1974 saw the release of some of the most respectable pieces of cinematic art this side of Steamboat Bill Jr. Francis Ford Coppola directed The Godfather II, Paramount released Roman Polanski's neo-noir Chinatown. Two of the most awe-inspiring disaster movies, The Towering Inferno and Earthquake entered the entered the Top 10 Highest-Grossing films of the year. Along with all these pre-blockbusters, several future cult classics found their way into various movie houses and drive-ins. The Texas Chainsaw Massacre and John Carpenter's directorial debut Dark Star both did just that in 1976. Somewhere in the middle of all these great flicks was Michael Winner's Death Wish, the story of a vigilante husband and father on a mission of revenge.

[Here we find Charles Bronson, perplexed by the new Ghostface Killah album.]
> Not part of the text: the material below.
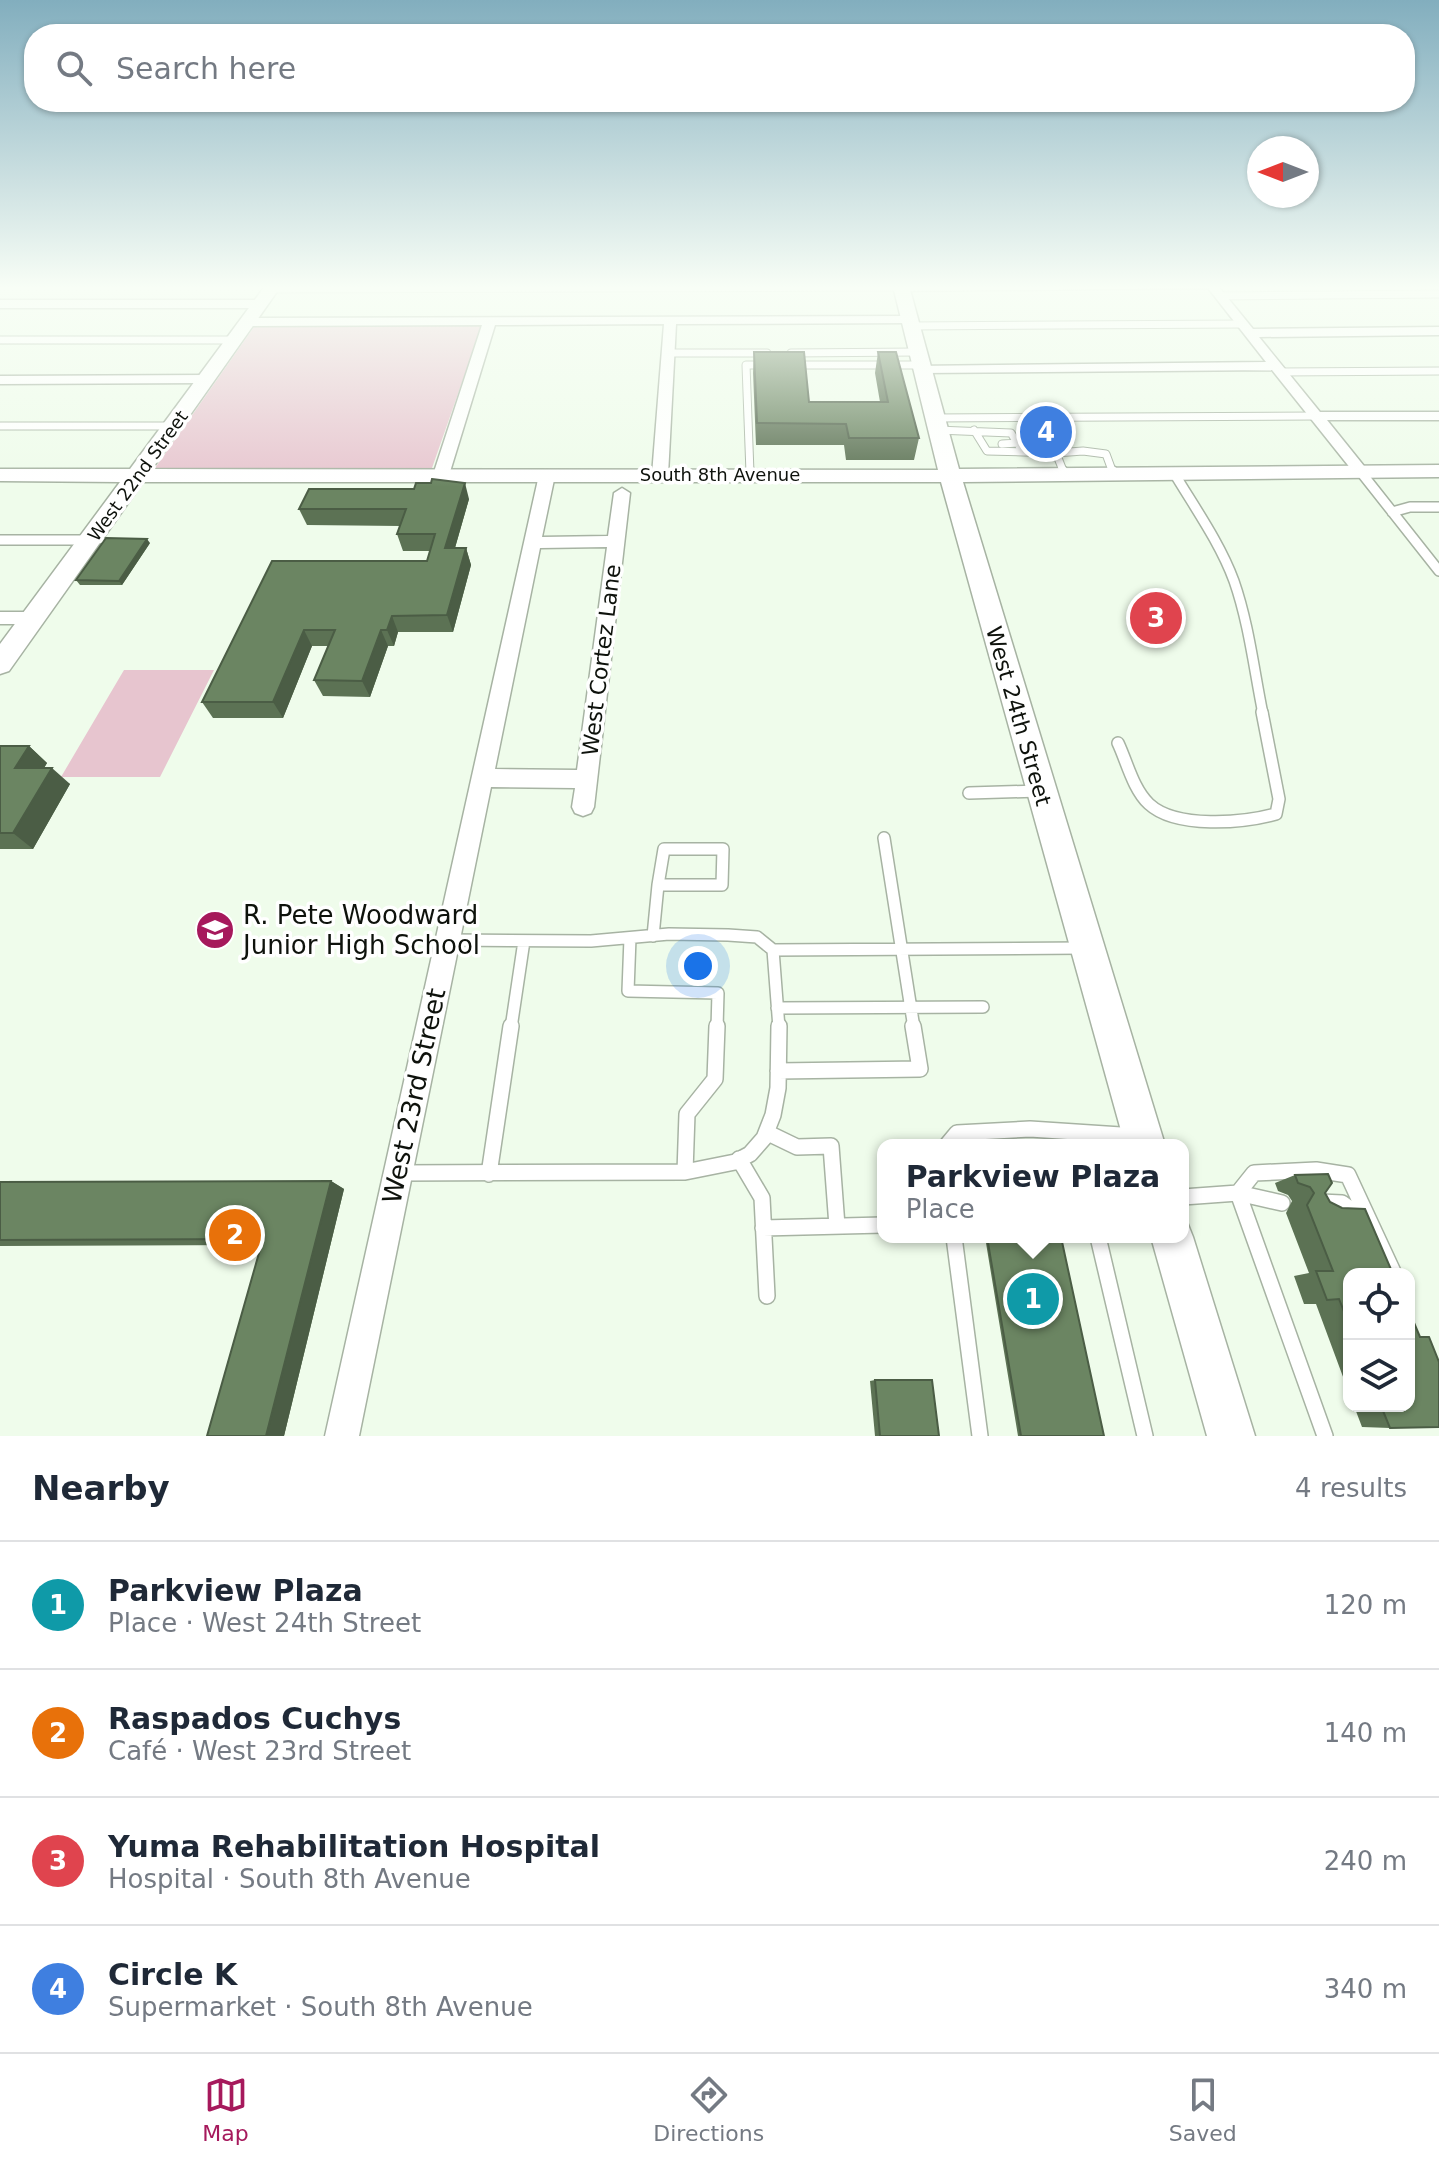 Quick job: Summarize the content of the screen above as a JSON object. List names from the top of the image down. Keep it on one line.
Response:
{"streets":{"street":["South 8th Avenue","West 22nd Street","West Cortez Lane","West 24th Street","West 23rd Street"]},"crossings":[["South 8th Avenue","West 22nd Street"],["South 8th Avenue","West 24th Street"],["South 8th Avenue","West 23rd Street"],["West Cortez Lane","West 23rd Street"]],"places":{"school or university":["R. Pete Woodward Junior High School"]},"north":"left","page":{"search":"Search here","pins":["4","3","2","1"],"popup":["Parkview Plaza","Place"],"heading":["Nearby","4 results"],"list":[{"mark":"1","name":"Parkview Plaza","note":"Place · West 24th Street","value":"120 m"},{"mark":"2","name":"Raspados Cuchys","note":"Café · West 23rd Street","value":"140 m"},{"mark":"3","name":"Yuma Rehabilitation Hospital","note":"Hospital · South 8th Avenue","value":"240 m"},{"mark":"4","name":"Circle K","note":"Supermarket · South 8th Avenue","value":"340 m"}],"nav":["Map","Directions","Saved"]}} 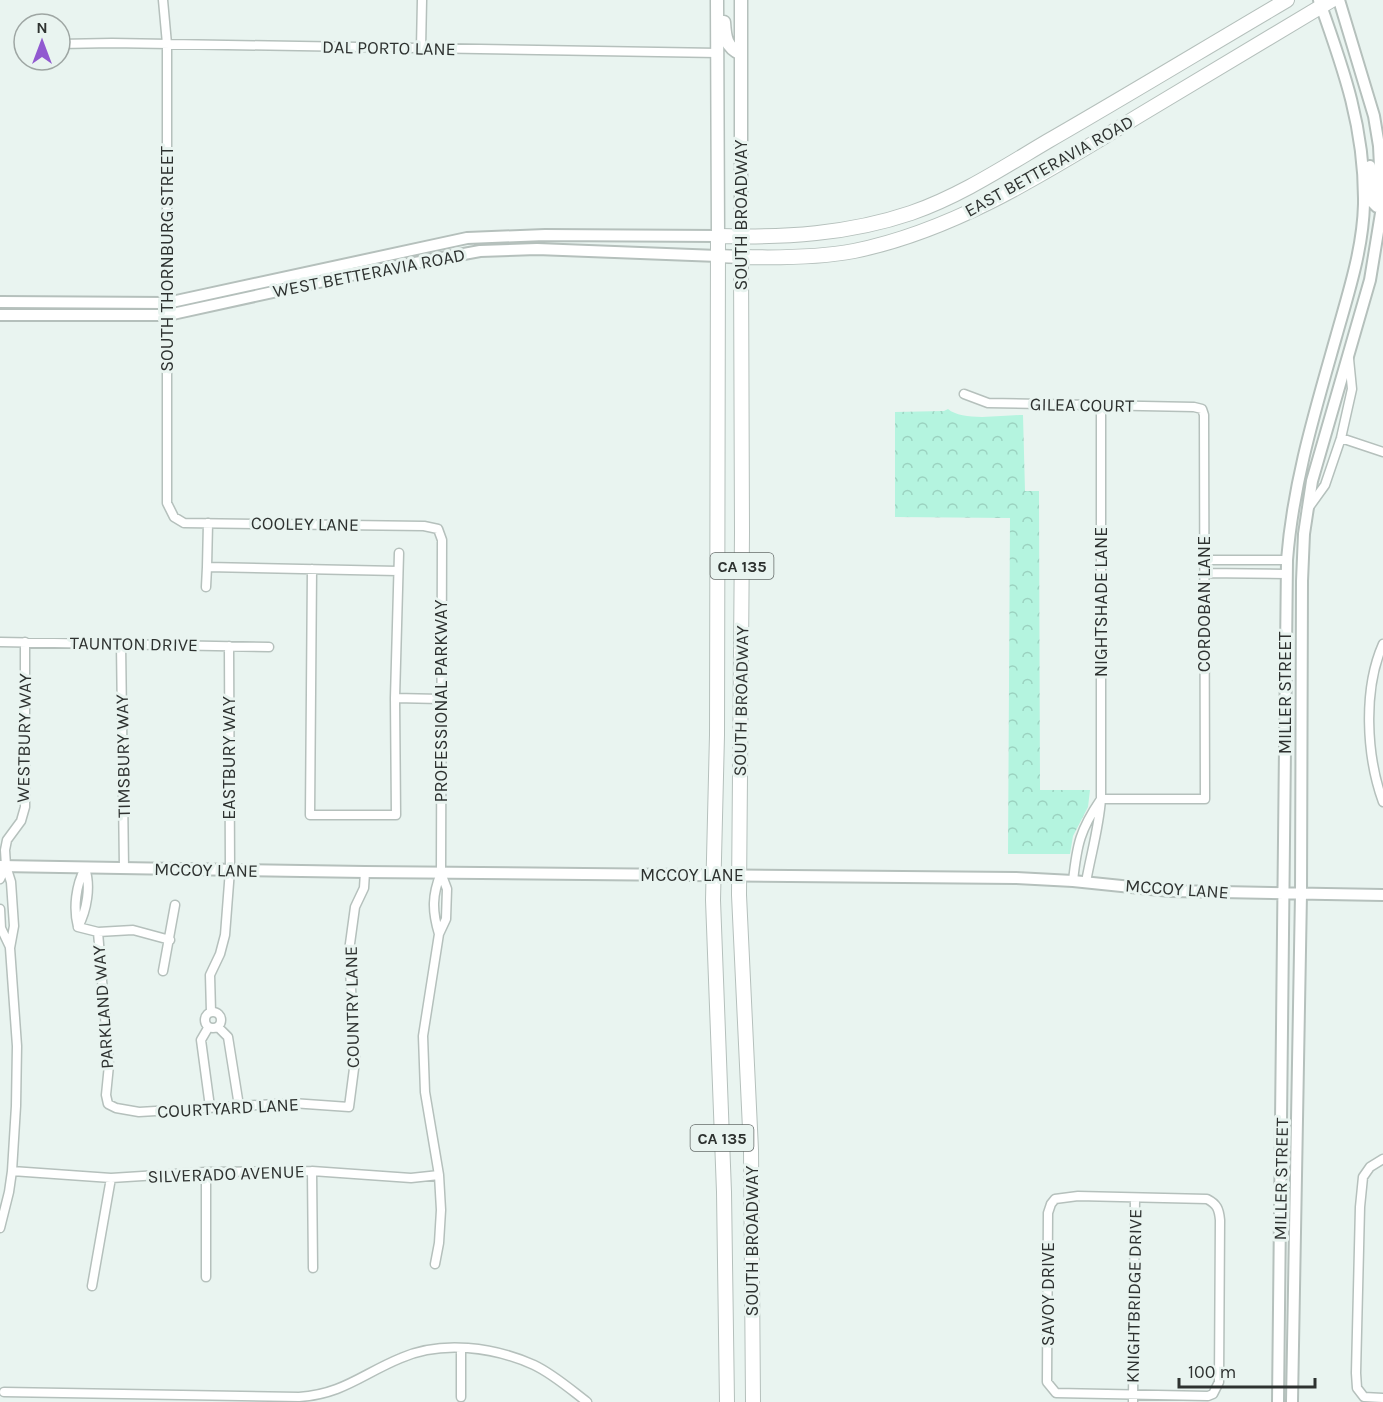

Charles Bronson plays Paul Kersey, a role originally intended for Steve McQueen. To start things off, I've got to let you know, this movie is crazy. Okay, it's not Ichi, the Killer crazy or Audition crazy, but back in the 1970s, the American people weren't ready for this one. Critics panned Death Wish because they believed it promoted vigilantism. The film's plot circles around an upper-class New York family who suffers an unspeakable tragedy at the hands of this man and his friends:

[Long before he was pushing iMacs, Goldblum was best known for his Old-Lady Sleeper Holds.]

A rough group of hoods, the head gangster (Jeff Goldblum), some big ol' skinhead, and a graffiti artist named "Spraycan"viciously attack Kersey's wife and daughter. This scene is really rough. Basically, the bad guys stalk the two women back to their house in order to rob them. When all they have is seven dollars between them, they decide to beat the mother and rape the daughter. The scene is pretty graphic and hard to stomach. Goldblum, in his acting debut, screams "Goddamn rich cunts! Cunts! I kill rich cunts!" as he repeatedly punches the woman in the face.

Some bad-acting comedy accidentally makes it's way on-screen as Spraycan coats the curtains with orange paint, over and over again. When he tries to tag their walls, all he can come up with is a sloppy swastika and an orange scribble line that looks like a a child's rendition of a Richard Scarry worm. In the end, Kersey's wife is murdered by the thugs. His daughter goes into a comatose condition, unable to speak or move on her own.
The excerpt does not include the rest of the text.